We examined the effects of dietary nitrate on basal metabolic rate (BMR) and markers of oxidative stress in man using a double-blind, randomized cross over design. 15 young healthy males volunteered and indirect calorimetry was used to determine basal metabolic rate after three days of dietary intervention with sodium nitrate (NaNO3, 0.1 mmol∙kg-1∙day-1) or placebo (NaCl). The administered amount of nitrate resembles what is found in 100-300 g of nitrate rich vegetables such as beetroot or spinach.

The intervention reduced BMR by 4.3% after nitrate administration compared with placebo (p<0.02). A strong negative correlation was found between the change in salivary nitrate and the change in BMR (r2=0.72; p<0.002).
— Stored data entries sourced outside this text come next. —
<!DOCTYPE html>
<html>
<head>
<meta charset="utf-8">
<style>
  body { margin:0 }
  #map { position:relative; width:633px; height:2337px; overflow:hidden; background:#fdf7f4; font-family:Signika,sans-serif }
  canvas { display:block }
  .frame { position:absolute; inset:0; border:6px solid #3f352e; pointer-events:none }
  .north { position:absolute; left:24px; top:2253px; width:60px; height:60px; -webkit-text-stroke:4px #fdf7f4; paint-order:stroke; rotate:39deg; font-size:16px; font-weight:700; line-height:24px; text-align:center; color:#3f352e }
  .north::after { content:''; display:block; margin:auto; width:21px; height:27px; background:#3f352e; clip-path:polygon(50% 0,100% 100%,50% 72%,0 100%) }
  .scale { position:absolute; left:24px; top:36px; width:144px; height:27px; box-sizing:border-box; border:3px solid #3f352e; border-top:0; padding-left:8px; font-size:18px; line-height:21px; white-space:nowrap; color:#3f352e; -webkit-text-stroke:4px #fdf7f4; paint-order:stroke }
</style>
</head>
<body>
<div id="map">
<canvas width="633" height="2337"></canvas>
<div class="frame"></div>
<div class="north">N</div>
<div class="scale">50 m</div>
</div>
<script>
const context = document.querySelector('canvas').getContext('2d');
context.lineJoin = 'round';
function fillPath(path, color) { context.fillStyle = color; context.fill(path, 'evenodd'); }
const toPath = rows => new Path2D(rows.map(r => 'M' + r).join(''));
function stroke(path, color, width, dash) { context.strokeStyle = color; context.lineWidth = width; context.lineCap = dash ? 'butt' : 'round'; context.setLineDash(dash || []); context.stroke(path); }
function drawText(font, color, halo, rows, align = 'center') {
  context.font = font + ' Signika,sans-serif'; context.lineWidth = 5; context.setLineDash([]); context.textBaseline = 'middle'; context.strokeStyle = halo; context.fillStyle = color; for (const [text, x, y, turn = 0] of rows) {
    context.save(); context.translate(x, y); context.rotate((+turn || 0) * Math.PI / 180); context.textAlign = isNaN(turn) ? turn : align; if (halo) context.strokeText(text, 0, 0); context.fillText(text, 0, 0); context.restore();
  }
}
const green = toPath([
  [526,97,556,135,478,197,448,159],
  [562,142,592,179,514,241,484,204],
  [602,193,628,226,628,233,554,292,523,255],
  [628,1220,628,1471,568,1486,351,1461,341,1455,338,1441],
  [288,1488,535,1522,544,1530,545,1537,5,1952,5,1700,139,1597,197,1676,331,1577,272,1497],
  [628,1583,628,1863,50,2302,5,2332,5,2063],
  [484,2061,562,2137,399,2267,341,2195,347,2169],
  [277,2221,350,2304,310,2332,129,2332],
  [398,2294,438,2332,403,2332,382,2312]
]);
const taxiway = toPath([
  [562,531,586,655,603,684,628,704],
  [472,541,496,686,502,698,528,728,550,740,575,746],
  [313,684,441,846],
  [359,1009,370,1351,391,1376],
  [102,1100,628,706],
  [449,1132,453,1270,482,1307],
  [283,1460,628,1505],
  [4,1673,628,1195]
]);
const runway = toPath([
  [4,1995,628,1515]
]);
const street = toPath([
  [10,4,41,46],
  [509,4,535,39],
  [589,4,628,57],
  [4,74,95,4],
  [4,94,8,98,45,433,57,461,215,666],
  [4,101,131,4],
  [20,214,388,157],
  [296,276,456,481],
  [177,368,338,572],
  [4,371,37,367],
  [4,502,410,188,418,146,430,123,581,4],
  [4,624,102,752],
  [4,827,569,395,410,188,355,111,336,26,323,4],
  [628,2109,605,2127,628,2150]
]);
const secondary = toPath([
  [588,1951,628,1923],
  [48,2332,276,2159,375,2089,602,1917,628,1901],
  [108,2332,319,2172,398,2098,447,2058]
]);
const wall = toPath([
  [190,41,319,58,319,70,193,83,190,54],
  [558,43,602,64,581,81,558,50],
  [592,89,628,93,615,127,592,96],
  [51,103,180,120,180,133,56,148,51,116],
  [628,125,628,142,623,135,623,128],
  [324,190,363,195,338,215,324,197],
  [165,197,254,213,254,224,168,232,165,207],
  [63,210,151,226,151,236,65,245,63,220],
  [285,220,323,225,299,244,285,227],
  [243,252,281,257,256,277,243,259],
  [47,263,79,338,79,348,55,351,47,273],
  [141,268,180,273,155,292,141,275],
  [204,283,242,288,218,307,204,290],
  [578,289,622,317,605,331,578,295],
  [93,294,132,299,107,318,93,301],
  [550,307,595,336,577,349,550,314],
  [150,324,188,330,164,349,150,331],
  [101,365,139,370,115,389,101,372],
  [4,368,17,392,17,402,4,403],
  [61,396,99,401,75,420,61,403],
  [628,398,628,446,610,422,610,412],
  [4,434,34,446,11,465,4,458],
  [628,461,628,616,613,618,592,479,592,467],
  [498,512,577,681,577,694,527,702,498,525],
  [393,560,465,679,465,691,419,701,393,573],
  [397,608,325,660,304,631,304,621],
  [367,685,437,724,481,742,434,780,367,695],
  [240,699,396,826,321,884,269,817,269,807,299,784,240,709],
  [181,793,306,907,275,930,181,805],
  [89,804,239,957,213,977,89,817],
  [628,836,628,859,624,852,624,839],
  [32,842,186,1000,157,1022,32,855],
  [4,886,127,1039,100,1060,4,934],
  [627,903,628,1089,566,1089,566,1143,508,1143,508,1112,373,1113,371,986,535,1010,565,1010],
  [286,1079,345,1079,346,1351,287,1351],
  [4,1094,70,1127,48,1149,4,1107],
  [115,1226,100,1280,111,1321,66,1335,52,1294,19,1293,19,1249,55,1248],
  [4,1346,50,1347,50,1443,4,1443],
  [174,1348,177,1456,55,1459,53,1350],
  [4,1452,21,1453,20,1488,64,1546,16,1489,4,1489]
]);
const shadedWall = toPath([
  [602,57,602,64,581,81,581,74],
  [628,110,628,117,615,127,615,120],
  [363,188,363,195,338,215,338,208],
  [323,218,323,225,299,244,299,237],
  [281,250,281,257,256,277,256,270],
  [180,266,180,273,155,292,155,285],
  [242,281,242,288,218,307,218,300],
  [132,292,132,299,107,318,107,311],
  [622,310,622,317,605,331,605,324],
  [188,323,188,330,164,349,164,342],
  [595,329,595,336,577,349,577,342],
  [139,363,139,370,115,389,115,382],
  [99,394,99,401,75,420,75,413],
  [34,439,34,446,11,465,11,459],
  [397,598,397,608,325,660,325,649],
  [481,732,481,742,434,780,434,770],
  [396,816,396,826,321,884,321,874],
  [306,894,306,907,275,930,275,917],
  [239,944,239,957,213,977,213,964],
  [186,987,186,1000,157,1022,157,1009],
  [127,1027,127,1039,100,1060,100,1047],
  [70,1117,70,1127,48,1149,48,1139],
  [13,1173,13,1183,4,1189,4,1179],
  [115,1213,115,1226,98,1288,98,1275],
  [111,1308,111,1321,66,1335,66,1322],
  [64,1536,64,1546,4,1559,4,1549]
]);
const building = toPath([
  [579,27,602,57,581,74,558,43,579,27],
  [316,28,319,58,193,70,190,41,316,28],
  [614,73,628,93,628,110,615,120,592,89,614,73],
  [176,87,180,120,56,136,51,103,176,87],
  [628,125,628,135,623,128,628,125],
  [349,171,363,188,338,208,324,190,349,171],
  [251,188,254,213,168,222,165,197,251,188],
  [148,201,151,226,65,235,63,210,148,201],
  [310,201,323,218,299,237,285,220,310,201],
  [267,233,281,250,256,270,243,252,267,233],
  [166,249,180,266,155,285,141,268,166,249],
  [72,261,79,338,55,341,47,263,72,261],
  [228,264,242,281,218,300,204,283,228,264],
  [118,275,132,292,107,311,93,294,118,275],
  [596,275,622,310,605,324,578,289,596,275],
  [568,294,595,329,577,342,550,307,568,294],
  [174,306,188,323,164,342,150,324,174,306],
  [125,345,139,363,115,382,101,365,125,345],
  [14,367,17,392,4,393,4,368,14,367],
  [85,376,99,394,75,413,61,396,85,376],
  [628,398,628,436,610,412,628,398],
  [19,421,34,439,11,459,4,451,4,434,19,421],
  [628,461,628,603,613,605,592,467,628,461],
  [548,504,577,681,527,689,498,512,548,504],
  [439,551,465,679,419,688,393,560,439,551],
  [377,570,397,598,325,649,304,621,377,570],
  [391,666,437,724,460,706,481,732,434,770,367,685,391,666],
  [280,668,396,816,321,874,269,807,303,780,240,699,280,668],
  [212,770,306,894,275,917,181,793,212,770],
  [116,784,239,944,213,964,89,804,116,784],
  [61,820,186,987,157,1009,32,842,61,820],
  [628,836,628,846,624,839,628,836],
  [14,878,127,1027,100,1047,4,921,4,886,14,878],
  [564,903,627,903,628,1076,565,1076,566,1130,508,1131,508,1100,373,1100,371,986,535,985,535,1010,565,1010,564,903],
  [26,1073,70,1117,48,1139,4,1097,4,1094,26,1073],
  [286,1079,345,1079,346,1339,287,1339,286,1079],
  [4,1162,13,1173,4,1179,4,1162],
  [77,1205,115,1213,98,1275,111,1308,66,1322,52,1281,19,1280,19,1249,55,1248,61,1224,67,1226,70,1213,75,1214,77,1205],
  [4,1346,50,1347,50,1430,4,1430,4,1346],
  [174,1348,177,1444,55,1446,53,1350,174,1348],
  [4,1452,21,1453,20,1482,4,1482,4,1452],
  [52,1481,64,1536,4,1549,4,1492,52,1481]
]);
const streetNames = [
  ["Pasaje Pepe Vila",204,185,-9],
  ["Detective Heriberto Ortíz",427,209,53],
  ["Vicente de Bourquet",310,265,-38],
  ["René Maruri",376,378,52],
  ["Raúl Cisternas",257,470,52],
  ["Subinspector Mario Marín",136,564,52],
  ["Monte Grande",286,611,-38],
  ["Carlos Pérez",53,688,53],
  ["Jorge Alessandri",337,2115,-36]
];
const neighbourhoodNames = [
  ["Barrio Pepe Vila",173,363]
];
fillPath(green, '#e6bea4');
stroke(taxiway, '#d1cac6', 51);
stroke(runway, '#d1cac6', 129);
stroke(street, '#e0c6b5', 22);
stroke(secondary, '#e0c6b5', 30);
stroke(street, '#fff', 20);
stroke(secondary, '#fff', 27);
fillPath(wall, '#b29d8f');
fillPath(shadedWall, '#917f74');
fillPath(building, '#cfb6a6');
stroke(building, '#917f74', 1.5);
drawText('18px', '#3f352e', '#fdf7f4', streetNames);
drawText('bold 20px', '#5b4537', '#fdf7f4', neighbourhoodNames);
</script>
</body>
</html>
In addition, nitrate supplementation reduced plasma levels of malondialdehyde, indicating lower oxidative stress as a result of the intervention. Thyroid hormone status was unaffected.

The cuisines of cultures known for their longevity are usually rich in vegetables and future studies will reveal whether this life span extension is linked to the high nitrate content in this food group.

O2k-Network Lab: SE Stockholm Weitzberg E, SE Stockholm Larsen FJ

Labels: MiParea: Respiration, Exercise physiology;nutrition;life style  Pathology: Aging;senescence  Stress:Oxidative stress;RONS  Organism: Human 

Preparation: Intact organism 


Affiliations and author contributions

Dept Physiology & Pharmacology, Karolinska Institutet, Stockholm, Sweden. - Email:


  1. Larsen FJ, Weitzberg E, Lundberg JO, Ekblom B (2007) Effects of dietary nitrate on oxygen cost during exercise. Acta Physiol (Oxf) 191: 59-66.
  2. Carlström M, Persson AE, Larsson E, Hezel M, Scheffer PG, Teerlink T, Weitzberg E, Lundberg JO (2011) Dietary nitrate attenuates oxidative stress, prevents cardiac and renal injuries, and reduces blood pressure in salt-induced hypertension. Cardiovasc Res 89: 574-585.